Seattle Times staff reporter
Saying there is no support for a new arena in Seattle, Sonics owner Clay Bennett said today he's asking the NBA for permission to move the team to his hometown of Oklahoma City.
In a written statement, Bennett cited the Legislature's rejection of taxpayer funding for his proposed $500 million Renton arena and a lack of any other feasible successor to KeyArena.
"Even though our proposal for a new state-of-the-art multi-purpose facility to be built in Renton was thoughtfully developed by a world-class team, was financially reasonable and was realistically attainable, we were unable to persuade the Washington Legislature to vote on our bill," Bennett said in the statement.
"We now understand and respect that there is very limited public support for such a public investment," he said.
Bennett said team owners notified NBA Commissioner David Stern today of their intent to relocate the Sonics, but said the Storm may stay put.
The timeline for a Sonics move will depend on the ongoing federal lawsuit with the city of Seattle over the team's KeyArena lease, which doesn't expire until 2010.
Bennett said in the statement that he notified Stern that team owners intend to relocate "if we succeed in the pending litigation with the City, or are able to negotiate an early lease termination, or at the end of the lease term."
The announcement was immediately blasted by Seattle officials.
In a written statement, City Attorney Tom Carr called it "a transparent attempt to alienate the Seattle fan base and follow through on his plan to move the team to Oklahoma City. The deadline for notifying the league of his intent to move is March 1. Making this move now continues the current ownership's insulting behavior toward the Sonics' dedicated fans and the citizens of the City of Seattle."
Seattle Mayor Greg Nickels vowed to do "everything in my power to enforce our lease and keep the Sonics and Storm where they belong — in Seattle through 2010 and beyond."
Bennett's announcement came two days after the Oct. 31 deadline he'd set for Seattle-area politicians to come up with a deal for a new arena.
Even if the Sonics leave, the Storm may stay in Seattle. Bennett said owners have not made a decision on the future of the Storm.

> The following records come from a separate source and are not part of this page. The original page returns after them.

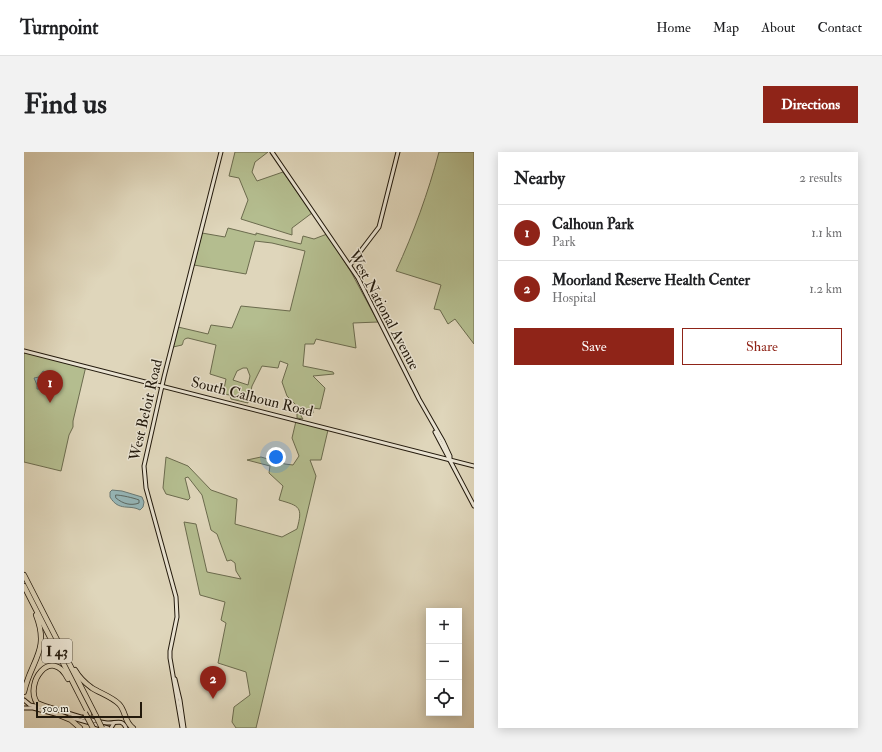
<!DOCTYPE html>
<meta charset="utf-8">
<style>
body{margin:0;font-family:"IM FELL Double Pica",serif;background:#f2f2f2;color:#202124}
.controls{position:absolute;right:12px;bottom:12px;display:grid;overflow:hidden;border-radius:0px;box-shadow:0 2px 10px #0003}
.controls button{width:36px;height:36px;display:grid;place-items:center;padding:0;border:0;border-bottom:1px solid #e0e0e0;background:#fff;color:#202124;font:20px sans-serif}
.scale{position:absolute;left:12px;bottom:10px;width:106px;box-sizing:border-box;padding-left:4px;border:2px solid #22190c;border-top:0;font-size:11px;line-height:14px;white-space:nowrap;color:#22190c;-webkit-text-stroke:3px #eae4d3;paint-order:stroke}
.you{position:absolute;left:252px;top:305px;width:14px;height:14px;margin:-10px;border:3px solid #fff;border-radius:50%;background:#1a73e8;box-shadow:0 0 0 6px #1a73e833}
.badge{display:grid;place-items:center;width:26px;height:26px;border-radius:50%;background:#8f2418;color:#fff;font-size:13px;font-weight:700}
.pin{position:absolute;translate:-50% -33px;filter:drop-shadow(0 1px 2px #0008)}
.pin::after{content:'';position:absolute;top:21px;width:14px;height:12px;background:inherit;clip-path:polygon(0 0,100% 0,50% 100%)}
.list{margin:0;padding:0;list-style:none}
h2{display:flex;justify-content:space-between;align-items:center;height:52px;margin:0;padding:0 16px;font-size:17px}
h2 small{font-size:13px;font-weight:400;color:#757577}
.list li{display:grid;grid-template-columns:26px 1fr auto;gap:12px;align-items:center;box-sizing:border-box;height:56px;padding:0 16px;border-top:1px solid #e0e0e0}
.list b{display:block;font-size:15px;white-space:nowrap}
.list p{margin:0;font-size:13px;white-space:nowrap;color:#757577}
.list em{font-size:13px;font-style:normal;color:#757577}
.actions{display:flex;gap:8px;padding:12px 16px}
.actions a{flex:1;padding:9px 0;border:1px solid #8f2418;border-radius:0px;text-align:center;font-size:14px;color:#8f2418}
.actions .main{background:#8f2418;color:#fff}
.icon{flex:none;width:22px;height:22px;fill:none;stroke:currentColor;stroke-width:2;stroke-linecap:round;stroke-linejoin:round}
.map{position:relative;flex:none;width:450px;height:576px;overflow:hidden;border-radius:0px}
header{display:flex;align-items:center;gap:24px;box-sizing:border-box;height:56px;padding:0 20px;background:#fff;border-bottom:1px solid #e0e0e0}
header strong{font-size:19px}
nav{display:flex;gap:22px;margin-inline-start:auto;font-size:14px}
.intro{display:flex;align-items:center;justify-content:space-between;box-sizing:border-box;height:96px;padding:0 24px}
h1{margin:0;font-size:28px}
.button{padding:10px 18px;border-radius:0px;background:#8f2418;color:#fff;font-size:14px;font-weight:700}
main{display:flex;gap:24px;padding:0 24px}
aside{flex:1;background:#fff;border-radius:0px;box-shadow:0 2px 10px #0003}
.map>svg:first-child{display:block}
.green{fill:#b4bd8f;stroke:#6b6b4e;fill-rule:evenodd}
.water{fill:#96b7b9;stroke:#687874}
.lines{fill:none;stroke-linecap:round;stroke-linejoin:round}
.shore{stroke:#5c6862;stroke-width:1}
.secondary-casing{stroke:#22190c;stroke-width:5}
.highway-casing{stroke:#22190c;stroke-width:6}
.secondary{stroke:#eae4d3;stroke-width:3}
.highway{stroke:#dfd6bb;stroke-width:4.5}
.highway-bridge-casing{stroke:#22190c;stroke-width:6;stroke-linecap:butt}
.highway-bridge{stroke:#dfd6bb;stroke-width:4.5}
.labels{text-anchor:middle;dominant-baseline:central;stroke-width:3;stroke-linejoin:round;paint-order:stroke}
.shield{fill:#eae4d3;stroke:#5e5648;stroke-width:1}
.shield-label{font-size:14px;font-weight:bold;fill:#22190c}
.street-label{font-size:15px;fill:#22190c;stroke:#eae4d3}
</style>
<header>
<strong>Turnpoint</strong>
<nav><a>Home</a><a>Map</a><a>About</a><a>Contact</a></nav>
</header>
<div class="intro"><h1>Find us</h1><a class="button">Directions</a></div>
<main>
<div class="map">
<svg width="450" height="576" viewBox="0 0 450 576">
<rect width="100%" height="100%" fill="#dfd6bb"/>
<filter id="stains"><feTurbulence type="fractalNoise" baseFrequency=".005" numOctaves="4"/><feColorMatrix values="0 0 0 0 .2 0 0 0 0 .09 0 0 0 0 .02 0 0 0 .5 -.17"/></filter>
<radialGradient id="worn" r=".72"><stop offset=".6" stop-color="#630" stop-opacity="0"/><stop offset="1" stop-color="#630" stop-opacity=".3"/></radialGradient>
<g class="green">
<path d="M 211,0 L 244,0 L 231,10 L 228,20 L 233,29 L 259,20 L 288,61 L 268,76 L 268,83 L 217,67 L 224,48 L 215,26 L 205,24 Z"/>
<path d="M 415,0 L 450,0 L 450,192 L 431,167 L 424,172 L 416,158 L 410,157 L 417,133 L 372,119 C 390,80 404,41 415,0 Z"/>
<path d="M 204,76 L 232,83 L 232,81 L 277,92 L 279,84 L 290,87 L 303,82 L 327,120 L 354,170 L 329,171 L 332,196 L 292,187 L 290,192 L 281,192 L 279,214 L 309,220 L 310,222 L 289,224 L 301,236 L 296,257 L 289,256 L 289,261 L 278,259 L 277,264 L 279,267 L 273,266 L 273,254 L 263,244 L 258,230 L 264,212 L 256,209 L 254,216 L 238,214 L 228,234 L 224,251 L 207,247 L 206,243 L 199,242 L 202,227 L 186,222 L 192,193 L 164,186 C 158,187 160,190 158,193 L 149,195 L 154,175 L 184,182 L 187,173 L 208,176 L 217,154 L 266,159 L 281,99 L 248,91 L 231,89 L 222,122 L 170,113 L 178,81 L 201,85 ZM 219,216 L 223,216 L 226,224 L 224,233 L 209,228 L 213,219 Z"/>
<path d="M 0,198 L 62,214 L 49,269 L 49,275 L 45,283 L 37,319 L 0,310 Z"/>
<path d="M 272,269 L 304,278 L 297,308 L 286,308 L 292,324 L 232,576 L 212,576 L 208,570 L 210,555 L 226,543 L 222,520 L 194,511 L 202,471 L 197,468 L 201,450 L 176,443 L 160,370 L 172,372 L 183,420 L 217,427 L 212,419 L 211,411 L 207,408 L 203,409 L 193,382 L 187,378 L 178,343 L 164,325 L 161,326 L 166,346 L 164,348 L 142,342 L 139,336 L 142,305 L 164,314 L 187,338 L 213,347 L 211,372 L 258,385 L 273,377 C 279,355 276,354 255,348 L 259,334 L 245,321 L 246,314 L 223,308 L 237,305 L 261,312 L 269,313 L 275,304 L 268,286 Z"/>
</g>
<g class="water">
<path d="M 19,219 L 23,221 L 19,235 L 15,237 L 13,237 L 13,233 L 10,226 L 15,225 Z"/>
<path d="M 88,338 L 98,339 L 118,345 L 120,350 L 119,355 L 116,358 C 105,352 95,360 86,345 L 86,340 Z"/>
</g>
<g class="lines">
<path class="shore" d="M 92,343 C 97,343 110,346 115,348 L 115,351 C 107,354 99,352 92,346 Z"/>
<g class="secondary-casing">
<g id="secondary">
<path d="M 248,0 L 334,126 L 395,247 L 419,289 L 426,304 L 426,308"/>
<path d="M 326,113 L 355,75 L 374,0"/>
<path d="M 0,199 L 450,314"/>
<path d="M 411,280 L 450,354"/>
<path d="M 151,527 L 156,548 L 160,576"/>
<path d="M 0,548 L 6,553 L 22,556"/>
<path d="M 0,556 L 9,556 L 35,563"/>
<path d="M 33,558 C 49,562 66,569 83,571 C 91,572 98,566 102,576"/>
<path d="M 45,565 L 84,576"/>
<path d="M 87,576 L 90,571"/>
<path d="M 158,576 L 146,506 L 146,499 L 153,465 L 152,445 L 122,336 L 120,314 L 140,225 L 197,0"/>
</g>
</g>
<g class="highway-casing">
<g id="highway">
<path d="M 0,423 L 72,564"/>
<path d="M 0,434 L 65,562"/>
<path d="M 51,518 C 55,525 61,531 68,536 C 76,541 88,545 95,552 C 102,559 100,570 109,576"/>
<path d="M 0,540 C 7,508 26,499 12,463"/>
<path d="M 34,558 C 27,556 19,554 13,551 C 0,532 27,493 44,527"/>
<path d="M 35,563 L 47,568 L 56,576"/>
</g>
</g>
<use href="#secondary" class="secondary"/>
<use href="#highway" class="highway"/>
<g class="highway-bridge-casing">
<g id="highway-bridge">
<path d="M 61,561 L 69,576"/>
<path d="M 72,564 L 78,576"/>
</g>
</g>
<use href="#highway-bridge" class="highway-bridge"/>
</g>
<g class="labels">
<rect class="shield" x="18" y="487" width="30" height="24" rx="3"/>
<g class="shield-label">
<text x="33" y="499">I 43</text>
</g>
<g class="street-label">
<text transform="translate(360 158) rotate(62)">West National Avenue</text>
<text transform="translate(228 245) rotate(14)">South Calhoun Road</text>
<text transform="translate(122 258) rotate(-77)">West Beloit Road</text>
</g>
</g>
<rect width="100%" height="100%" filter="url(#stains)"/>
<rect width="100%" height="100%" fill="url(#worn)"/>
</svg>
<div class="controls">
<button>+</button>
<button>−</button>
<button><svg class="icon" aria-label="locate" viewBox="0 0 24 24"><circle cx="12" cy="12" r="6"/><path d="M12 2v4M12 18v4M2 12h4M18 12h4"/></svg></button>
</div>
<div class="scale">500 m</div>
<div class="you"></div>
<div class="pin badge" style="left:26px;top:251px">1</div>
<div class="pin badge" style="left:189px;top:547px">2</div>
</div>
<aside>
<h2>Nearby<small>2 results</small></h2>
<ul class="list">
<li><span class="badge">1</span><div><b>Calhoun Park</b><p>Park</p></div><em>1.1 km</em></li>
<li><span class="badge">2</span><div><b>Moorland Reserve Health Center</b><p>Hospital</p></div><em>1.2 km</em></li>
</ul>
<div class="actions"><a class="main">Save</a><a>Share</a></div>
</aside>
</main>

"We appreciate the deep local interest and support for the Storm and have begun to evaluate a future course of action for the team," he said.
Reacting to news of a Seattle-area group interested in buying the Sonics and Storm, Bennett told The Oklahoman newspaper that he has no intention of selling.
"The teams are not for sale, and the parties don't need to spend their time and energy working on that process," he said.
Dennis Daugs, managing director of Lakeside Capital Management, a former part-owner of the Sonics who represents the potential buyers, said he still remains open to talking with Bennett.
"Based on the tremendous support we've received from the community and fans on our efforts to purchase the Sonics and Storm, we know there is strong support to keep professional basketball in our city," Daugs said in a written statement Friday.
Brian Robinson, the cofounder of Save our Sonics and Storm, said he was not surprised by Bennett's announcement.
"All he did today was confirm what we all know, that his desire is to move the team," Robinson said.
Robinson said he hopes the NBA will think long and hard about supporting a team relocation from a city with years remaining on its arena lease.
"It's a terrible precedent for the league," he said.